- Stored data entries -

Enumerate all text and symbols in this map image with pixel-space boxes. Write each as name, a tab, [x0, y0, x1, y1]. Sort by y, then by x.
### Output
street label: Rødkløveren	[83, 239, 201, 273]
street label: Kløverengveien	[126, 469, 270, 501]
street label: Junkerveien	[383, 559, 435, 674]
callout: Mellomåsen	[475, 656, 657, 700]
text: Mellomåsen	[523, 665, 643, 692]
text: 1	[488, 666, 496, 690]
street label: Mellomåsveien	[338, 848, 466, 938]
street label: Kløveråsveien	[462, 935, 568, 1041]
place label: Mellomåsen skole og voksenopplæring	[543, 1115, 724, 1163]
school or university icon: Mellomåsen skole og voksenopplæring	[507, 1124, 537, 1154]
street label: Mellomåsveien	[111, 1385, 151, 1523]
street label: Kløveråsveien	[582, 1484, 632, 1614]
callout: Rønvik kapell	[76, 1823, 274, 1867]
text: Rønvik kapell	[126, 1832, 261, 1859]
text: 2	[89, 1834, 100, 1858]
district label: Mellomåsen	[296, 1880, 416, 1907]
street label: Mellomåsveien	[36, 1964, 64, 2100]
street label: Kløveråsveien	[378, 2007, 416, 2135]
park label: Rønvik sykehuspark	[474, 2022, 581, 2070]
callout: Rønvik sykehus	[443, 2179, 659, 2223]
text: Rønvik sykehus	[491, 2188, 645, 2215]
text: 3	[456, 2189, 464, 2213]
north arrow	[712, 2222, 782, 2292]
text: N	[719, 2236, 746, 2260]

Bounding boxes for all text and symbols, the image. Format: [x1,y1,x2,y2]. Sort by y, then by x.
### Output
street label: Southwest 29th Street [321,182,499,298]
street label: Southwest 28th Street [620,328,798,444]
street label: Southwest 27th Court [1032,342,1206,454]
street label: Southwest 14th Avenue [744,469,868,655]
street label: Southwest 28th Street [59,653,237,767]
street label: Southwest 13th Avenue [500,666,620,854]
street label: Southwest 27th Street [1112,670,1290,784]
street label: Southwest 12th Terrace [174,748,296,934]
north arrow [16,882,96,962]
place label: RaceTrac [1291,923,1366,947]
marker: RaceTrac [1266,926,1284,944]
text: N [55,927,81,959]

- EXERCISE -
Among the lines above, find those with the string "symbols" and copy them.

- THE ANSWER -
Enumerate all text and symbols in this map image with pixel-space boxes. Write each as name, a tab, [x0, y0, x1, y1]. Sort by y, then by x.
Bounding boxes for all text and symbols, the image. Format: [x1,y1,x2,y2]. Sort by y, then by x.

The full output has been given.